[WORK REQUEST]
Find every line in the records below that holds the word "Valley", and copy each one.

[EXCERPTED DATA]
────────

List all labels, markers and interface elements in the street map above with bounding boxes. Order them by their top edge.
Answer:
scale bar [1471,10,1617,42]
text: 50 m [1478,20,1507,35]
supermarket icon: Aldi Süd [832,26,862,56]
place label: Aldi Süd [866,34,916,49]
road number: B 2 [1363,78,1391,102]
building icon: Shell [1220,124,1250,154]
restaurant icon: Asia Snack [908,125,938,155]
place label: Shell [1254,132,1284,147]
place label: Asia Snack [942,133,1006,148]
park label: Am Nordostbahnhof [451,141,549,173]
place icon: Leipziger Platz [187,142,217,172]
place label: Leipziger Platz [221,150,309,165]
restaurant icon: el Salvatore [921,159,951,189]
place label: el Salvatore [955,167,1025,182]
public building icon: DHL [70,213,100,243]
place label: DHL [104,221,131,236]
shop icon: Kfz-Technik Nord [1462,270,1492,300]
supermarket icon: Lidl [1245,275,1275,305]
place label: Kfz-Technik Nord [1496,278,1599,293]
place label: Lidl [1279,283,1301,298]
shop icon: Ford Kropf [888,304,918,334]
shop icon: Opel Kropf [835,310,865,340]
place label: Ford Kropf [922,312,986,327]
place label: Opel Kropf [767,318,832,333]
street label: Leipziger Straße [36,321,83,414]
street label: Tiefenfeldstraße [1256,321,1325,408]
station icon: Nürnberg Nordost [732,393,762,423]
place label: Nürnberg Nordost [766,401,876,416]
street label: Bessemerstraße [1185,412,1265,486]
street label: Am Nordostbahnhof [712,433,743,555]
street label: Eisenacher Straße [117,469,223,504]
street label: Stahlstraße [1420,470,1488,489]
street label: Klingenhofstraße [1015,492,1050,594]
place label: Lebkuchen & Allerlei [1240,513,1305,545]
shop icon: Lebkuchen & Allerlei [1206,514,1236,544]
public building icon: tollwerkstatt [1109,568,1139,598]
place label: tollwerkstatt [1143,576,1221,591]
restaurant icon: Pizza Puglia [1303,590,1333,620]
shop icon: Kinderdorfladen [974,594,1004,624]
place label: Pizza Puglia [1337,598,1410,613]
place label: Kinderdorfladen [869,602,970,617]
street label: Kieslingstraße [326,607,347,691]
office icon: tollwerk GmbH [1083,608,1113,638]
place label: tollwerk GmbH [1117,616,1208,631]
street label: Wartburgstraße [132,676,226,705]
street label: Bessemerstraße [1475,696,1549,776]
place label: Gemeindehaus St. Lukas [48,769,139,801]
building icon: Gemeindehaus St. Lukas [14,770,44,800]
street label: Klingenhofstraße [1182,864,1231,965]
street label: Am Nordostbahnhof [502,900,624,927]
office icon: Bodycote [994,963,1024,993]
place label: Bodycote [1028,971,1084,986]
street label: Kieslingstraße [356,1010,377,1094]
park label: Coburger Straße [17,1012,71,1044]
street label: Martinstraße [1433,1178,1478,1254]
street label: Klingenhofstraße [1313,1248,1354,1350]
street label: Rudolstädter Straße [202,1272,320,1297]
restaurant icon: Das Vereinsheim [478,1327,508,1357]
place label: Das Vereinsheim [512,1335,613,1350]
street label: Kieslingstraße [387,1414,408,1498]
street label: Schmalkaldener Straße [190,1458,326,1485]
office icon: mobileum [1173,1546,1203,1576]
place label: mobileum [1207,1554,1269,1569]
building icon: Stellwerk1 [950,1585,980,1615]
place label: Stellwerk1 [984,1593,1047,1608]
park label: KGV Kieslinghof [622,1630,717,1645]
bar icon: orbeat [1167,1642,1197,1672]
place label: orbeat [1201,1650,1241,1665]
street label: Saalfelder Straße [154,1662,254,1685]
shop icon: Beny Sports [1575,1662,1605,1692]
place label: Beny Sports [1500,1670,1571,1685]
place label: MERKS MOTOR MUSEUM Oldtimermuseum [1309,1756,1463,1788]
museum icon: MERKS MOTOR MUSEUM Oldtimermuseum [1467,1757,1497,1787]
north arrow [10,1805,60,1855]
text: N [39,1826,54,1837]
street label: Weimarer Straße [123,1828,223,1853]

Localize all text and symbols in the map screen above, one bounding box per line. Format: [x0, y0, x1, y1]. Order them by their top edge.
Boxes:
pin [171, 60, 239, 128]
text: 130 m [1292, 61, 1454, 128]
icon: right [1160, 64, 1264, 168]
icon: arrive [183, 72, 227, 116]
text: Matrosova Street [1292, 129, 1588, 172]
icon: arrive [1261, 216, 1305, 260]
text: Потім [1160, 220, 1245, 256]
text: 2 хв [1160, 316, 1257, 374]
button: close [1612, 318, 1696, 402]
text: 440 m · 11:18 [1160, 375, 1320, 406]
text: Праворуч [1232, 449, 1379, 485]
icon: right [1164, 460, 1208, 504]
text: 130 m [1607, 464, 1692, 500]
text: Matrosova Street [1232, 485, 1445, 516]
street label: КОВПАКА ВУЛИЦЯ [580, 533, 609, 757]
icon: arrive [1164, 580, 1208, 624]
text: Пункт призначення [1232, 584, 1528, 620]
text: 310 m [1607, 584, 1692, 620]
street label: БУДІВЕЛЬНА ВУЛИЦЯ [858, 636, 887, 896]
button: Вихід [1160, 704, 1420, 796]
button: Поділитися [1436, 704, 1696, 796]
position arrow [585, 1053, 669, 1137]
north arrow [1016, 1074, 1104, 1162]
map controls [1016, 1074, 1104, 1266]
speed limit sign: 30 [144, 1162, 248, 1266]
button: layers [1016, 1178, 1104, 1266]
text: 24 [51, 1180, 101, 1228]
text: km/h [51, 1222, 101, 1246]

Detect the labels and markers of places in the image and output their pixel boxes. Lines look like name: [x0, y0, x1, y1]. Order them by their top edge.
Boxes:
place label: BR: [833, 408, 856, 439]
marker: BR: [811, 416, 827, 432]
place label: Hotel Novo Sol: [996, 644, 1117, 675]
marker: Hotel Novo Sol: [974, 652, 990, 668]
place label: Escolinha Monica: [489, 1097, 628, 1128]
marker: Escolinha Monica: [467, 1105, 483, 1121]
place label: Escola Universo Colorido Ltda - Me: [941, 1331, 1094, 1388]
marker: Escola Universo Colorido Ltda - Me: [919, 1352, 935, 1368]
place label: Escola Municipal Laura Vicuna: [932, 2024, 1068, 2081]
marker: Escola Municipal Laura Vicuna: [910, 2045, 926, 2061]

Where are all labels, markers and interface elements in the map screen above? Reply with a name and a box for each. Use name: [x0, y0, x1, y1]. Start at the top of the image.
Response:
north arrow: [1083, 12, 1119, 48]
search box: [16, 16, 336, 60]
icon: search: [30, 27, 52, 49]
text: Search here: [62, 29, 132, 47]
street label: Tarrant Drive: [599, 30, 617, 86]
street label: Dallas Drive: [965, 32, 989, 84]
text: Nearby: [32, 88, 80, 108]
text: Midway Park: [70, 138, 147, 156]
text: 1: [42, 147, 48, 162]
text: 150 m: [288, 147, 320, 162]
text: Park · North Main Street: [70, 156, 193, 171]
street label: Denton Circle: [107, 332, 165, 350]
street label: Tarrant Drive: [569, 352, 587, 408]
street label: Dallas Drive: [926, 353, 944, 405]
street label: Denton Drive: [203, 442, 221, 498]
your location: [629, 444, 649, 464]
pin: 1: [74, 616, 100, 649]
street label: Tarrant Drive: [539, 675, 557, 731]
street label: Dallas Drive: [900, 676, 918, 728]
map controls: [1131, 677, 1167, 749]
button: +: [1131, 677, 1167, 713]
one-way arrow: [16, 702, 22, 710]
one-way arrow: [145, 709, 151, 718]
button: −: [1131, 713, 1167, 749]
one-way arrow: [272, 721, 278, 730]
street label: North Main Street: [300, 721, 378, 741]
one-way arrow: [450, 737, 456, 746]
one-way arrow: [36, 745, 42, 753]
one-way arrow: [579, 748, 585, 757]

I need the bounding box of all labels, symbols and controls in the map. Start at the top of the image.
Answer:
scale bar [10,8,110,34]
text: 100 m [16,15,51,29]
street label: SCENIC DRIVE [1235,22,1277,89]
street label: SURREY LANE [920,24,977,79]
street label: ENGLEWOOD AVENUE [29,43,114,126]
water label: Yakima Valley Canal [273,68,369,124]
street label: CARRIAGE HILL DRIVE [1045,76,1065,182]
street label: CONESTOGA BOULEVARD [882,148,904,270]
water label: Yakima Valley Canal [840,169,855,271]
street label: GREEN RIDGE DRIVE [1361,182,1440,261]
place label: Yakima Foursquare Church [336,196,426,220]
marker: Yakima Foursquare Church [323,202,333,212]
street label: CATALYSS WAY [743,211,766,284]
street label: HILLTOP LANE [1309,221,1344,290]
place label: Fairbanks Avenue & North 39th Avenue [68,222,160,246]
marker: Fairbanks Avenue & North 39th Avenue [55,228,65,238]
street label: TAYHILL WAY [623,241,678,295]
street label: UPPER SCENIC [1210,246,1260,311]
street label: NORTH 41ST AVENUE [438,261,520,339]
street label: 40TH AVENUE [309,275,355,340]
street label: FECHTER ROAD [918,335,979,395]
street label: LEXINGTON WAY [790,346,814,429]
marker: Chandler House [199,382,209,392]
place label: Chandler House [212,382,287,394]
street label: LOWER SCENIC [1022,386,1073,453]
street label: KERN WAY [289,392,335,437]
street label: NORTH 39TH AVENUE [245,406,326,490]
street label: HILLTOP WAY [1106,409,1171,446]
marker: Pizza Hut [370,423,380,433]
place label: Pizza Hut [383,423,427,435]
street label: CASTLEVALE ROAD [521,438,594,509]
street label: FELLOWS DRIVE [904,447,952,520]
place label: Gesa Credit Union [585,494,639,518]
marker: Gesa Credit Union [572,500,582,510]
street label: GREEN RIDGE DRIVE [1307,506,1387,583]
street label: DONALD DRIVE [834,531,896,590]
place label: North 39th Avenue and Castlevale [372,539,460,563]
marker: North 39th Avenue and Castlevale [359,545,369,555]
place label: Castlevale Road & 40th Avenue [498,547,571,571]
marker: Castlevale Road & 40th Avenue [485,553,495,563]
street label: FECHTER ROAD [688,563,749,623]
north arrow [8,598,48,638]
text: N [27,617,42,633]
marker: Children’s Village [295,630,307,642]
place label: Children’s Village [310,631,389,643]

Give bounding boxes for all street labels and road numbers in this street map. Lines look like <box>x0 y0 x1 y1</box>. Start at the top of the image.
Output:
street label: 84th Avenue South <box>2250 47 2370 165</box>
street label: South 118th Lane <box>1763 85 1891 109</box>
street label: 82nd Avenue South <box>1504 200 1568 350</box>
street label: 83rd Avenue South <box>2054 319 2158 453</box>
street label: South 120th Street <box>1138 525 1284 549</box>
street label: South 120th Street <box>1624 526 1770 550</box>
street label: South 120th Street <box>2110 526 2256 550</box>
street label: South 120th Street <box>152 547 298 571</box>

────────

[EXERCISE RESULT]
water label: Yakima Valley Canal [273,68,369,124]
water label: Yakima Valley Canal [840,169,855,271]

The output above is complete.